"""

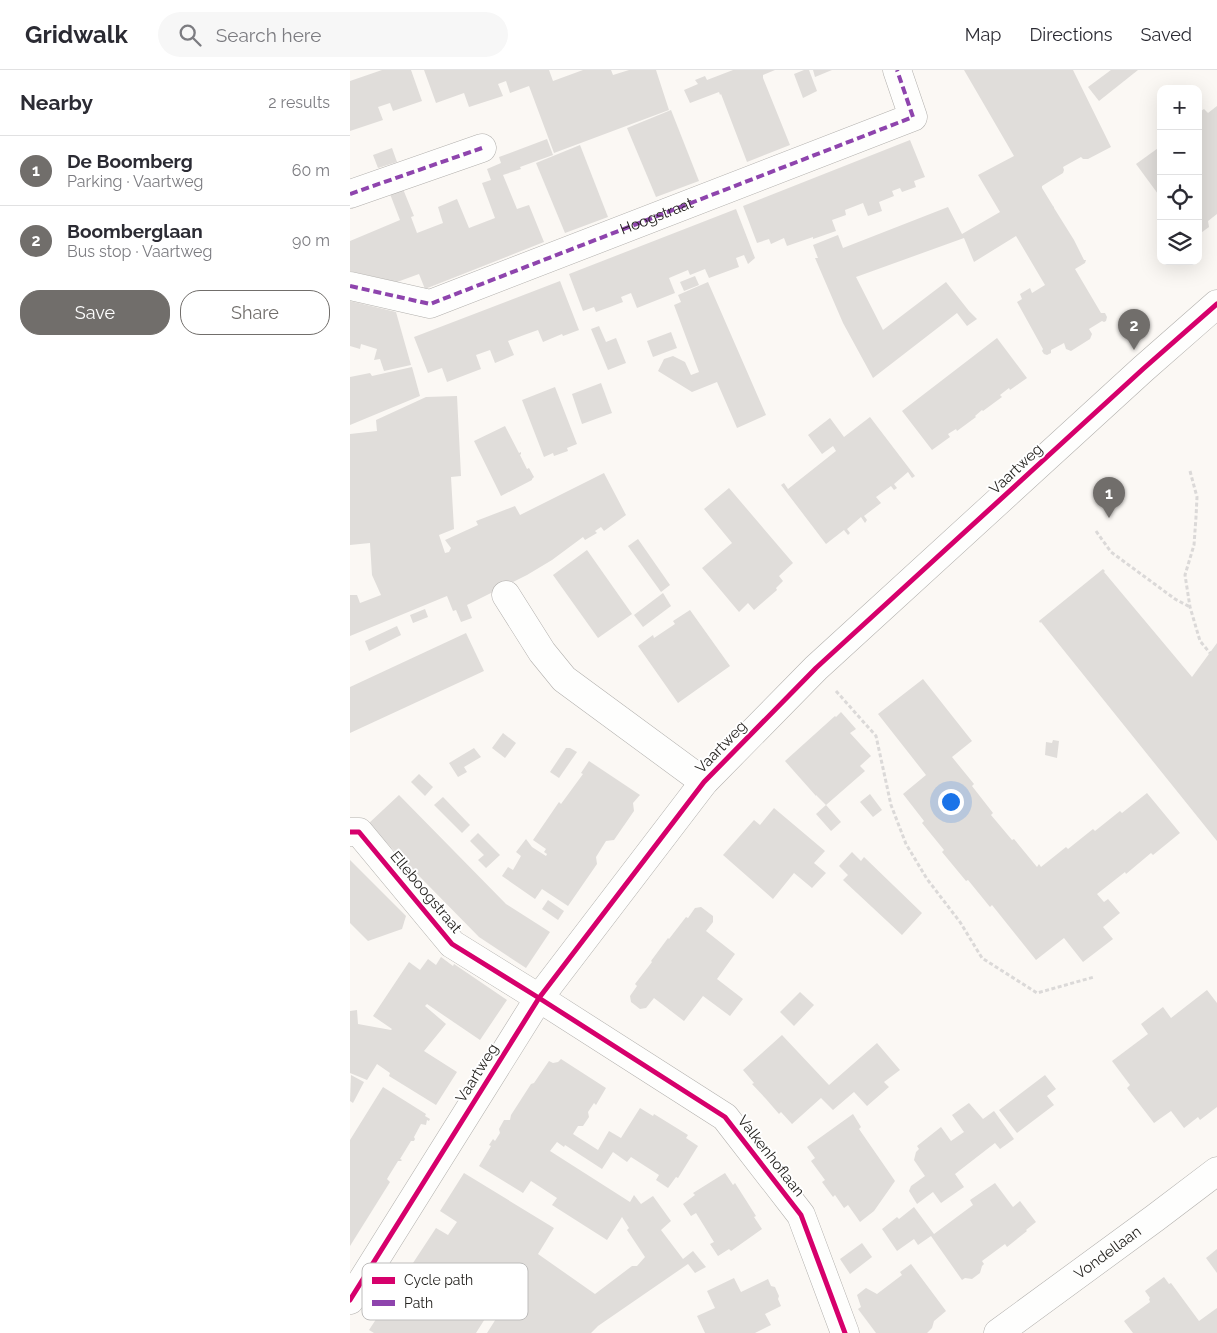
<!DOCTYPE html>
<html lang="en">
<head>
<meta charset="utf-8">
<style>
	body { margin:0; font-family:Raleway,sans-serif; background:#f7f7f7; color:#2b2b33 }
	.controls { position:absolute; right:15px; top:15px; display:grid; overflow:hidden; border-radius:10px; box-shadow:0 5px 20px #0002 }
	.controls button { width:45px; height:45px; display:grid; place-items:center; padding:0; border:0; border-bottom:1px solid #e1e1e2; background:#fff; color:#2b2b33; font:25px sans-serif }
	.you { position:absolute; left:600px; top:731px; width:18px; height:18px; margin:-12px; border:4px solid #fff; border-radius:50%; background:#1a73e8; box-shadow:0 0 0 8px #1a73e833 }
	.badge { display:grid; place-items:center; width:32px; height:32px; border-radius:50%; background:#716e6b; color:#fff; font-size:16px; font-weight:700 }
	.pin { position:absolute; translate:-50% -41px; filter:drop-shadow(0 1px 2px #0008) }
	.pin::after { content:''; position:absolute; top:26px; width:18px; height:15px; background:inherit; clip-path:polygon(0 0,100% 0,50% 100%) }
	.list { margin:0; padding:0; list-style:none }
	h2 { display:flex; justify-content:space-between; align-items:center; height:65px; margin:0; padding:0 20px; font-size:21px }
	h2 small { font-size:16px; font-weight:400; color:#7c7c81 }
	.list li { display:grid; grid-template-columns:32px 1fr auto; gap:15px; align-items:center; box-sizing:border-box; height:70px; padding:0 20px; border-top:1px solid #e1e1e2 }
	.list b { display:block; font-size:19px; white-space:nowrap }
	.list p { margin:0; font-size:16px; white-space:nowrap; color:#7c7c81 }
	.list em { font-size:16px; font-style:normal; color:#7c7c81 }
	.actions { display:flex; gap:10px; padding:15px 20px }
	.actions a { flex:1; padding:11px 0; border:1px solid #716e6b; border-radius:20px; text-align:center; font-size:18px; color:#716e6b }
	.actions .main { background:#716e6b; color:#fff }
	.icon { flex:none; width:28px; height:28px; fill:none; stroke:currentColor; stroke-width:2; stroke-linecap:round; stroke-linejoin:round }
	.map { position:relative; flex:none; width:867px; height:1263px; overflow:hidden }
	header { display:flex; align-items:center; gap:30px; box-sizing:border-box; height:70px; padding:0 25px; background:#fff; border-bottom:1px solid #e1e1e2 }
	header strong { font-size:24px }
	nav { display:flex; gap:28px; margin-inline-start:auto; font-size:18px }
	.search { width:350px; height:45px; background:#f7f7f7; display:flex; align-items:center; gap:12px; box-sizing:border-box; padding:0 18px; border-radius:28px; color:#7c7c81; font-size:19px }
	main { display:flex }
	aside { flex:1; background:#fff }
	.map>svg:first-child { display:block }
	.building { fill:#e0ddda }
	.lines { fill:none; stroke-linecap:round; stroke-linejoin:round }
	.minor-casing { stroke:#b1afac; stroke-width:29 }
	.path { stroke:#dbd9d8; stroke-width:3; stroke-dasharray:4 2.5; stroke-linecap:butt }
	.minor { stroke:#fefefd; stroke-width:28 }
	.quiet { stroke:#8e44ad; stroke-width:4; stroke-dasharray:8 4; stroke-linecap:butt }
	.cycleway-casing { stroke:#fff; stroke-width:8 }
	.cycleway { stroke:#d6006c; stroke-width:5 }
	.labels { text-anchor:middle; stroke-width:4; stroke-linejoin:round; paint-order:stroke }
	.street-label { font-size:15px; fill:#262421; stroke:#fff }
	.key { fill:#fff; stroke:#bebdbc; stroke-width:1 }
	.key-label { font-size:14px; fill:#262421 }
</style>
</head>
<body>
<header>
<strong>Gridwalk</strong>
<div class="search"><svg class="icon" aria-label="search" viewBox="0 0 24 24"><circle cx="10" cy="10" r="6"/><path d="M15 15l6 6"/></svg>Search here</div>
<nav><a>Map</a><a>Directions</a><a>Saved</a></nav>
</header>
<main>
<aside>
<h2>Nearby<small>2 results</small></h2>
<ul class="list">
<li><span class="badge">1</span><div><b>De Boomberg</b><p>Parking · Vaartweg</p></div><em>60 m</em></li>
<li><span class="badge">2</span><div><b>Boomberglaan</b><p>Bus stop · Vaartweg</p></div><em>90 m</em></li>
</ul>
<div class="actions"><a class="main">Save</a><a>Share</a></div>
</aside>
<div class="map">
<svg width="867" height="1263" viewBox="0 0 867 1263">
	<rect width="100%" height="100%" fill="#fbf8f4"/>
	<g class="building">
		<path d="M32,0H61L72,31L43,41L40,33L28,37L33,50L0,61V11Z"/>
		<path d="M74,0H199L203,11L233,0H261L263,5L279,0H306L319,40L204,83L179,16L160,23L156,11L148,14L153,26L119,37L114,23L86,33Z"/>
		<path d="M383,0H425L413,5V8L440,75L397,92L371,24L370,25L369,22L340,33L334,20L348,14L345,10L355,6L357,10Z"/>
		<path d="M454,0H459L467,21L453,28L444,4Z"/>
		<path d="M463,0H482L465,7Z"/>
		<path d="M614,0H723L761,77L738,89H733L731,87L713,97L714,100L713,103L692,116V118L703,136L704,137V138L724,170L734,190H736L735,193L725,199L751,243H755L757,247L756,251L754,252L752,251L739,259L742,264L740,269L721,281L716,279L714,273L701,280V283L697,285L694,284L692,281L693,279L667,232L672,229L670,224L680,218L682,223L695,215L666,166L624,192L614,168L506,207L533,260L596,212L619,241L627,249L617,256L607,243L523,308L493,253L465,188H468L463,175L488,165L493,178L598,137L612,164L650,142L628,105L664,86Z"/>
		<path d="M761,0H788L749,31L738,17Z"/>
		<path d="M867,36V144L858,151L859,157L848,165V43L854,39L858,43Z"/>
		<path d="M321,40L349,111L306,127L277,58Z"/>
		<path d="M197,69L203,85L170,97L171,99L153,105L167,139L179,135L194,172L75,219L69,204L47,212L0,201V171L50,150L40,124L53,119L64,146L61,147L67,163L93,153L88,137L107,129L119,158L145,148L132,113L141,110L137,99L151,93L149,87Z"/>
		<path d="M560,70L575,107L564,111L566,117L552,122L550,118L542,121L544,126L529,132L532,141L518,146L513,133L495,140L496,145L482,150L486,161L463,169V167L437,176L434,168L421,174L419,169L407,173L393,136Z"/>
		<path d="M230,75L258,147L215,163L186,93Z"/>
		<path d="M811,76V128L786,94Z"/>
		<path d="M42,78L47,92L28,98L23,85Z"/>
		<path d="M386,139L405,188L398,194L394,185L386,188L389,197L359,208L355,199L340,205L338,200L319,208L325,223L287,238L281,223L271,227L273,232L260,237L246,242L244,237L233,241L219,204Z"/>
		<path d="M345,206L349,215L334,221L330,212Z"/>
		<path d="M210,211L229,260L213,266L212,264L193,272L188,260L174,265L158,271L164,285L145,293L140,280L126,285L131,299L97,312L92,298L78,303L64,267Z"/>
		<path d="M358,212L416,345L387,358L367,312L342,322L308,301L314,289L323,286L335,292L341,305L349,302L324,235L331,232L328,225Z"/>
		<path d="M0,231L46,242L61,295L34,301L30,289L24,290L27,279L11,274L10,279L0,276Z"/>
		<path d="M249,256L256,272L266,268L276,293L258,300L241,259Z"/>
		<path d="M321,262L327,278L303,287L297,271Z"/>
		<path d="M647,268L677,308L660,320L659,318L650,325L652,327L633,341L632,340L625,346L626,347L607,361L606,359L598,364L600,367L582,380L552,341Z"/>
		<path d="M62,297L70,326L0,355V307L20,303L22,306Z"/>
		<path d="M251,313L262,343L232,354L222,324Z"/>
		<path d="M205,317L227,374L217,378L218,381L204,386L203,383L194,387L172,330Z"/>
		<path d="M107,326L111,406L101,407L104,459L89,465L95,483L99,482L101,478L95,470L128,455L126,451L165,436L170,445L254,403L276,445L254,461L251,457L245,461L247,463L235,470L233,467L202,490L177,505L117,535L122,548L111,552L106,540L103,541L97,526L0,566V525H7L10,533L31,525L22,505L20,473L0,475V364L27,361L26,350L76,327Z"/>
		<path d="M520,347L565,406L562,408L558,402L544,414L547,418L544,420L541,416L526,427L531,433L514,446L517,450L515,453L511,447L497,459L500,463L498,465L494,460L476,474L431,415L434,413L438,419L486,381L483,376L472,384L458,365L480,348L494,367Z"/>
		<path d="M155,356L169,383L171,382V384L170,385L177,399L179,398L184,407L182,409V410L151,426L124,371Z"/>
		<path d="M379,418L443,493L429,506L433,511L426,518L427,520L404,540L398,533L389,542L352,498L382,473L354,439Z"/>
		<path d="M288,469L320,515L311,522L278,476Z"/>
		<path d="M237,480L282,544L248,568L203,505Z"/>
		<path d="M753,499L755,501L754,502L842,607L867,573V771L691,552L690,553L689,551Z"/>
		<path d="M313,523L321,536L293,557L284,545Z"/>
		<path d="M75,539L78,547L63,553L60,545Z"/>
		<path d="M340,540L380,596L328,633L288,576L303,565L304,568L325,554L323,551Z"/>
		<path d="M47,556L51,565L19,581L15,571Z"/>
		<path d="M116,563L134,601L0,663V617Z"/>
		<path d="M573,609L622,671L602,687L624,714L622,716L643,743L641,745L662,770L664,769L687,797L689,794L691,797L716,777L718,779L743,759L745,761L770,741L772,743L797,723L830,763L803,785L801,783L776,804L775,802L747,824L754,832L758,829L770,843L753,857L763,869L733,892L714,868L686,890L642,835L640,837L618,810L616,811L592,782L594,780L572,753L574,751L553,724L576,705L528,644Z"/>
		<path d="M491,642L506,659L500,663L521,686L510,696L515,701L476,735L491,752L481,761L466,744L476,735L466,725V726L435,691L485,646L486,647Z"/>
		<path d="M153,663L166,673L155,688L142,678Z"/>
		<path d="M703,670L709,671L707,688L695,685L696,672L702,673Z"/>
		<path d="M124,678L131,687L114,697L117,702L108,707L99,693Z"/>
		<path d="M216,678H220L227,682L209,708L200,702Z"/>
		<path d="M239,691L290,725L283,733L284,741L264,770L256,771L246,787L247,794L218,836L192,819L185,829L152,806L158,797L163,800L171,786L166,782L176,769L182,777L196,786L197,784L194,782L196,779L183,770L209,732L211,734L233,704L231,703Z"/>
		<path d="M69,704L83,717L75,726L61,712Z"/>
		<path d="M520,724L532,740L523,747L510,732Z"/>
		<path d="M49,725L156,834L200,862L176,898L129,867L18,754Z"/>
		<path d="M93,727L120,755L112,763L84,735Z"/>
		<path d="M424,738L475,781L464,793L476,803L462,818L444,803L423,829L373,785L404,750L410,755Z"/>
		<path d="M128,763L150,785L136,798L128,790L134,785L120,771Z"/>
		<path d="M502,782L511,791L514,787L572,843L552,865L493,810L498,805L489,796Z"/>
		<path d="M0,790L56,846L52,859L18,871L0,853Z"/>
		<path d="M198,830L214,841L208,850L192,839Z"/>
		<path d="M351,837L363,846V852L356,861L385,884L367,909L393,929L380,946L353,926L334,951L304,928L296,938L290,939L281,932L280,926L287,916L285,914L302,892L301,891L318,868L319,869L336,847L338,848L345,838Z"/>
		<path d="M91,887L103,896L104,894L157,930L130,970L77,934L75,936L96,954L74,981L107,1002L86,1035L39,1006L40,1003L27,994L17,1010L0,1003V941L7,940L8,954L41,960L42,959L23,946L59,892L70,900L78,889L86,895Z"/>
		<path d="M857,920L867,933V1037L850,1050L848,1047L834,1058L821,1041L804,1053L777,1018L780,1015L762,991L798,964L791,954L813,937L821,948Z"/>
		<path d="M450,922L464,935L444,956L430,942Z"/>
		<path d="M432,965L479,1015L527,973L550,1000L534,1012L539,1017L517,1036L504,1022L483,1040L471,1028L442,1054L431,1042L429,1044L416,1029L402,1014L404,1013L393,1000Z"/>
		<path d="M211,989L256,1018L246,1035L244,1033L238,1042L239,1047L233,1056H228L223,1064L248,1080L259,1061L271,1068L290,1038L303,1046L304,1044L338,1065L336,1068L348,1076L328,1108L326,1107L318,1118L306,1110L309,1105L281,1087L277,1092L263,1082L252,1099L215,1075L214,1077L207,1072L200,1081L280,1132L284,1125L291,1134L303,1126L321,1151L311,1160L333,1189L343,1181L356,1197L345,1203L338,1194L248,1256L241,1263H137L170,1211L162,1206L126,1263H24L19,1260L86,1158L98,1165L107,1152L90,1141L114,1103L204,1158L188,1184L245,1224L282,1196H287L295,1187L277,1160L279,1158L272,1147L257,1170L202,1135L207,1128L181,1111L173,1123L129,1096L141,1076L139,1075L143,1069L145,1071L150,1063L149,1059L154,1050H160L161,1045L181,1014L184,1013L199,991L203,993L208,992Z"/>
		<path d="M1,1005L14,1012L3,1033L0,1031Z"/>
		<path d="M695,1005L706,1019L697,1026L704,1035L667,1063L649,1040Z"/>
		<path d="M33,1017L76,1044L75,1046L80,1049L79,1051L77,1050L76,1055L71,1054L64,1067L65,1069L64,1071H61L50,1089L52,1090L51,1091H48L40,1104L37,1109L40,1112L0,1176V1070Z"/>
		<path d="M619,1033L633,1049L644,1041L664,1069L650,1079L645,1073L605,1104L614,1117L591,1133L583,1122L567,1134L559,1121L561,1116L575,1106L564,1090L566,1082L569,1079L567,1076L591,1057L601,1071L614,1062L602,1045Z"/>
		<path d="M503,1044L511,1057L509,1059L545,1111L524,1141L510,1152L498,1135L494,1138L485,1125L483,1127L472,1112L475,1110L461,1091L465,1088L457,1077Z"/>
		<path d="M375,1103L383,1115L385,1113L406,1146L404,1147L412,1159L381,1181L379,1179L368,1186L360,1174L364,1172L346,1143L341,1146L333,1134L345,1125L343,1123Z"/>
		<path d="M645,1113L663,1137L670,1131L686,1152L676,1160L677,1161L657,1177L655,1174L632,1191L634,1194L632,1196L630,1203L622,1209L615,1208L612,1210L581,1166L568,1175L564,1169L547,1181L532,1159L547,1147L549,1149L564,1137L584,1164L623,1135L620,1130Z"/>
		<path d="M512,1173L522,1187L500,1204L490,1189Z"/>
		<path d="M867,1179V1203L856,1188Z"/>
		<path d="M561,1194L596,1241L584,1251L582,1258L577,1263H526L508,1239L511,1237L507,1225L516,1218L527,1224L552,1205L550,1202Z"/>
		<path d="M814,1207L819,1214L821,1213L849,1251L867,1238V1263H783L774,1251L800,1232L799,1229L800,1228L795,1221Z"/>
		<path d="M384,1208L391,1222L418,1209L421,1216L425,1217L429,1226L428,1229L431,1236L415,1244L421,1255L405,1263H355L347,1246L365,1238L357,1221Z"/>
	</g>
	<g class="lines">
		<g class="minor-casing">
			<g id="minor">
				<path d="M0,124L132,78"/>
				<path id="s1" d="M0,216L80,234L563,47L547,0"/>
				<path d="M156,525L192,582L214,609L354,712"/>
				<path d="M0,762H9L102,874L189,928L375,1047L451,1145L495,1263"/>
				<path d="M0,1230L189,928L354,712L466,598L793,299L867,234"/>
				<path id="s2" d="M648,1263L805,1148L867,1101"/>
			</g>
		</g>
		<g class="path">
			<path d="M840,401L847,427L846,447L844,475L835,505L840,537L850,571L860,583"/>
			<path d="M746,461L761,482L825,529L840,537"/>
			<path d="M486,621L526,666L541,735L556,774L577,809L610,852L632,888L687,923L744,907"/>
		</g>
		<use href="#minor" class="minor"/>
		<g class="quiet">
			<path d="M0,124L132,78"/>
			<path d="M0,216L80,234L563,47L547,0"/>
		</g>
		<g class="cycleway-casing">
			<g id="cycleway">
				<path d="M0,762H9L102,874L189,928L375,1047L451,1145L495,1263"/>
				<path d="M0,1230L189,928L354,712L466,598L793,299L867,234"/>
			</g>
		</g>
		<use href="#cycleway" class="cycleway"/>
	</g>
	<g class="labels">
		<g class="street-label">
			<text dy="5" stroke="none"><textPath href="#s1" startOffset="325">Hoogstraat</textPath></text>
			<text transform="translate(666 399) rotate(-43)" y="5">Vaartweg</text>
			<text transform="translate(371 677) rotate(-46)" y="5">Vaartweg</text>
			<text transform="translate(76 822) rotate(50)" y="5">Elleboogstraat</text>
			<text transform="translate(127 1003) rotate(-58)" y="5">Vaartweg</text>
			<text transform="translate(421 1086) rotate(52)" y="5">Valkenhoflaan</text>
			<text dy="5" stroke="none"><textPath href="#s2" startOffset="136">Vondellaan</textPath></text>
		</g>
	</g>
	<rect x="12" y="1193" width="166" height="57" rx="8" class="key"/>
	<rect x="22" y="1207" width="23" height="7" fill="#d6006c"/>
	<rect x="22" y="1230" width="23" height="6" fill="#8e44ad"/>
	<g class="key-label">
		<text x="54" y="1215">Cycle path</text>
		<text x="54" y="1238">Path</text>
	</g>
</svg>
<div class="controls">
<button>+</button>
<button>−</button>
<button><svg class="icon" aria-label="locate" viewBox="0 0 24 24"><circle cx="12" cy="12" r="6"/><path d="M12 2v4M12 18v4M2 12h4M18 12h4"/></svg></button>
<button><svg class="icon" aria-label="layers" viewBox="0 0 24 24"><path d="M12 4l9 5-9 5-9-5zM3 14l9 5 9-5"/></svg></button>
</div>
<div class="you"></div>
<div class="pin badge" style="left:759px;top:448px">1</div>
<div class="pin badge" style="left:784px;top:280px">2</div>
</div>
</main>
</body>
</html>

"""

Directions: Quote, please, every line of the material above from its start through the line that has "width:45px; height:45px; display:grid;", reproducing the words exactly and dropping any images.

Solution for this problem:
<!DOCTYPE html>
<html lang="en">
<head>
<meta charset="utf-8">
<style>
	body { margin:0; font-family:Raleway,sans-serif; background:#f7f7f7; color:#2b2b33 }
	.controls { position:absolute; right:15px; top:15px; display:grid; overflow:hidden; border-radius:10px; box-shadow:0 5px 20px #0002 }
	.controls button { width:45px; height:45px; display:grid; place-items:center; padding:0; border:0; border-bottom:1px solid #e1e1e2; background:#fff; color:#2b2b33; font:25px sans-serif }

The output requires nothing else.